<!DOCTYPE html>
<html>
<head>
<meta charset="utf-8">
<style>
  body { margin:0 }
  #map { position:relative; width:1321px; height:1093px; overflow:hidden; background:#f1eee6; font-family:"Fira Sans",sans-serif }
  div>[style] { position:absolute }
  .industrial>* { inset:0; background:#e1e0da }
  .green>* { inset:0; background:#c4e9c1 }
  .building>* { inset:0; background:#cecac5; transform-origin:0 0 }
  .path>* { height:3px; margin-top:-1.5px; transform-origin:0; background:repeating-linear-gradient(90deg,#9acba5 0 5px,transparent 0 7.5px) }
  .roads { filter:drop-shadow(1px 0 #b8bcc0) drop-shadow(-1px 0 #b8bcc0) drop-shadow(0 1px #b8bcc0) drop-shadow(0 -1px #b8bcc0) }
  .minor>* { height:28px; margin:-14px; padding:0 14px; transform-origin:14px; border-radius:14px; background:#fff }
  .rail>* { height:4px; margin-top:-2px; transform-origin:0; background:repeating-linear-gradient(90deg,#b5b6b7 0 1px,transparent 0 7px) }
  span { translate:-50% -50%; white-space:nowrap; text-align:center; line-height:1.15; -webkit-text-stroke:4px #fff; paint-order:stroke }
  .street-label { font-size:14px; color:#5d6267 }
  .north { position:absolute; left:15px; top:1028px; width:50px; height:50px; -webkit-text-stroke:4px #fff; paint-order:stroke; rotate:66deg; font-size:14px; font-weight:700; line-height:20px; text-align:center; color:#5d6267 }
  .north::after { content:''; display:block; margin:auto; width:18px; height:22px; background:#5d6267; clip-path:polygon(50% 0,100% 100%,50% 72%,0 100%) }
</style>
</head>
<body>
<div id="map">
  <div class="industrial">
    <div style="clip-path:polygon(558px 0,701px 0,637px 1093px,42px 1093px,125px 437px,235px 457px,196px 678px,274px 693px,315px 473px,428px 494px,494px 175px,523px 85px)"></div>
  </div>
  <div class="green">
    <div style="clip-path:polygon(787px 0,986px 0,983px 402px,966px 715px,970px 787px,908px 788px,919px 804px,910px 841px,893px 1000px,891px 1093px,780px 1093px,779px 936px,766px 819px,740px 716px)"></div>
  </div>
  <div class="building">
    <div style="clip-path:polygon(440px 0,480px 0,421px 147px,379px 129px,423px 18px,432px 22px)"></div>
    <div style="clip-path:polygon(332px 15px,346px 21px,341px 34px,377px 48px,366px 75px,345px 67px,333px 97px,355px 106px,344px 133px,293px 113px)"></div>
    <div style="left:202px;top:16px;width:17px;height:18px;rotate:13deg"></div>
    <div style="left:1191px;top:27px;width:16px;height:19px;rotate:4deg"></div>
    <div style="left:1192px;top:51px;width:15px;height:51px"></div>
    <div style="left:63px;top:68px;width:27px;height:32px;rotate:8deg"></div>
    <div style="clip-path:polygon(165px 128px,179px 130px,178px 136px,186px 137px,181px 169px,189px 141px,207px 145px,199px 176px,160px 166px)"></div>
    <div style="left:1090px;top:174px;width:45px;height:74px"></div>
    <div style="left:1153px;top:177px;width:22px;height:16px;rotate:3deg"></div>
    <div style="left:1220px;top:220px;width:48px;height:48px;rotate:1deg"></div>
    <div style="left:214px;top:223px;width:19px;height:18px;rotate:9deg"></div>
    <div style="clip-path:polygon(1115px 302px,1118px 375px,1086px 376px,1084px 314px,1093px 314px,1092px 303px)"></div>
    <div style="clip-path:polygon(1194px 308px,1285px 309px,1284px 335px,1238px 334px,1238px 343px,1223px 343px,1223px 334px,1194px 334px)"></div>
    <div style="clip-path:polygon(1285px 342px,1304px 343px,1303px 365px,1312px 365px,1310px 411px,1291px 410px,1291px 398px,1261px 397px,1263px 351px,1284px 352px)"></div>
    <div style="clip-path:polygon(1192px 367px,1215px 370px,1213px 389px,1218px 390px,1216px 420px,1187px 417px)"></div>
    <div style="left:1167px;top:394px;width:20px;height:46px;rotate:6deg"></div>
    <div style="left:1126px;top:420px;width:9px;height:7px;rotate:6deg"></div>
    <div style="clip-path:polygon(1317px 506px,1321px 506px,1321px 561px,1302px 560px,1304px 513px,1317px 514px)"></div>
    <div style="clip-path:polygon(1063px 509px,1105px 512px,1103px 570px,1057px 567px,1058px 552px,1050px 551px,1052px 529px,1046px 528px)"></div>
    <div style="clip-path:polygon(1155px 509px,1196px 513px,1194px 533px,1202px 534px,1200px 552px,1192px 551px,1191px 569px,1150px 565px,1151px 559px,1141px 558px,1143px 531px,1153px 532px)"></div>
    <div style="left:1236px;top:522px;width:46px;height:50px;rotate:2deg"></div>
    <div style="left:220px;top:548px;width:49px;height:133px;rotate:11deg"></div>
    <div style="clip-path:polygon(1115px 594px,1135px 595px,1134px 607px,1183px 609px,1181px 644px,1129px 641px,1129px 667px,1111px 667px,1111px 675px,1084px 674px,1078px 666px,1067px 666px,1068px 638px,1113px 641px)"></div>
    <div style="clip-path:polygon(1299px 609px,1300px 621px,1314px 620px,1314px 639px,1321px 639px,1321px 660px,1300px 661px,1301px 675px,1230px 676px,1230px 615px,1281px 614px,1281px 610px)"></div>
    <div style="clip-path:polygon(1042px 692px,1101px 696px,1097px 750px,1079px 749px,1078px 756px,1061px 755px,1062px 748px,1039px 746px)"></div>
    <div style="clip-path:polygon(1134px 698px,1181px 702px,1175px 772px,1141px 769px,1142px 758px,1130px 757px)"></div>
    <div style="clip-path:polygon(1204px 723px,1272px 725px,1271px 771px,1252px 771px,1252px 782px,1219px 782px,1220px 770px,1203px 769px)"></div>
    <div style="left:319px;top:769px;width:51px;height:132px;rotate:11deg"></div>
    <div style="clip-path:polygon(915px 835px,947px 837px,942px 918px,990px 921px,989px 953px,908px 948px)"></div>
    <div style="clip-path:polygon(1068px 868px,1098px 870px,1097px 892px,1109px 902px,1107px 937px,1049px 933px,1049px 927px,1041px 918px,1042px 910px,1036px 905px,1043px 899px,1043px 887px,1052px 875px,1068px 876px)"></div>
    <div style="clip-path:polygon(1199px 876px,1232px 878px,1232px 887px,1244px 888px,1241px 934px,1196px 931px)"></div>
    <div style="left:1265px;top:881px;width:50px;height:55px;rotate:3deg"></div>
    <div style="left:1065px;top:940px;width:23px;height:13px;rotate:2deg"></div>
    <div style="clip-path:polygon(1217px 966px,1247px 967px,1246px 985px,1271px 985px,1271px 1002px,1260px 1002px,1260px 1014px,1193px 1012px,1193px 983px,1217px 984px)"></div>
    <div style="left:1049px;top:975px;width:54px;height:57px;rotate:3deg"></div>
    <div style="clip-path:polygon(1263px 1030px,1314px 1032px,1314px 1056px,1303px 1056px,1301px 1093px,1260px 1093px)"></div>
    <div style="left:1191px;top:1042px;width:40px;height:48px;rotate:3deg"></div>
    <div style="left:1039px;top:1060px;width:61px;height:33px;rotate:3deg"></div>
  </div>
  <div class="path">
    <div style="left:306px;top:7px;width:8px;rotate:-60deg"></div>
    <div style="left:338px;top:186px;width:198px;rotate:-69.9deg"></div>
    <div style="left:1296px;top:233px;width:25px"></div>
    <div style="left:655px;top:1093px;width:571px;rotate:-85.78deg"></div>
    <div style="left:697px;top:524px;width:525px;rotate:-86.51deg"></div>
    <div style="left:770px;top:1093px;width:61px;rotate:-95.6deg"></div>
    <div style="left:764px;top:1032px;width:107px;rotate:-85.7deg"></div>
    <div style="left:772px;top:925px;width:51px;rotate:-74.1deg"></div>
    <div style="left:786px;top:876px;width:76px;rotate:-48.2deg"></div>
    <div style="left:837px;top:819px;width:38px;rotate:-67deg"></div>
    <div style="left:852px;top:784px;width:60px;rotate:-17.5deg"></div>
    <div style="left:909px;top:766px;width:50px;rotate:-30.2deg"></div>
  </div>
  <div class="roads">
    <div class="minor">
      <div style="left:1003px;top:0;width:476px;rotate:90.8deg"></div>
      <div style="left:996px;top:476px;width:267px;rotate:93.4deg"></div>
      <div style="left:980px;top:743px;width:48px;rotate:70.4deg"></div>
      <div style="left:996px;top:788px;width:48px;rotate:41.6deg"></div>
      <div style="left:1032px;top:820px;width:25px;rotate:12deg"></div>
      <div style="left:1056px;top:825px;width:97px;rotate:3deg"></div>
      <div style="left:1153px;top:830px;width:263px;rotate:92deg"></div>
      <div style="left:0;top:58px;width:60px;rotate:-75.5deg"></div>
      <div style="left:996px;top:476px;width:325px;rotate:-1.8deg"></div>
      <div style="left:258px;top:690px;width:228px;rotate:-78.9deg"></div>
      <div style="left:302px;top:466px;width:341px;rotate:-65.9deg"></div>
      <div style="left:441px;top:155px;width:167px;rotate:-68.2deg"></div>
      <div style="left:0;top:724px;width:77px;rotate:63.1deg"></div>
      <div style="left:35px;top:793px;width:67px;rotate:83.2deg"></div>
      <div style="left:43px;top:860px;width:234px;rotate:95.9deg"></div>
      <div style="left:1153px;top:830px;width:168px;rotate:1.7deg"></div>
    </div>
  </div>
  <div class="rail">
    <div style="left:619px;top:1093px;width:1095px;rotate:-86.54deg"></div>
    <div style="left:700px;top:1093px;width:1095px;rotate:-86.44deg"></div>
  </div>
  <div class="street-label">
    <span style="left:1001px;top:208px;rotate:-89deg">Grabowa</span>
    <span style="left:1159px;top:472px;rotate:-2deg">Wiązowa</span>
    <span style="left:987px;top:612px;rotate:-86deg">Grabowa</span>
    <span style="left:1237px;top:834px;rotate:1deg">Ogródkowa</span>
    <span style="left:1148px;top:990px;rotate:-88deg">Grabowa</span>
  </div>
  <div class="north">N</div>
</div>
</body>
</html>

**Assignment:** Filter the entries down to the lines with the word "north" in them, and copy those lines.

**Expected answer:**
  .north { position:absolute; left:15px; top:1028px; width:50px; height:50px; -webkit-text-stroke:4px #fff; paint-order:stroke; rotate:66deg; font-size:14px; font-weight:700; line-height:20px; text-align:center; color:#5d6267 }
  .north::after { content:''; display:block; margin:auto; width:18px; height:22px; background:#5d6267; clip-path:polygon(50% 0,100% 100%,50% 72%,0 100%) }
  <div class="north">N</div>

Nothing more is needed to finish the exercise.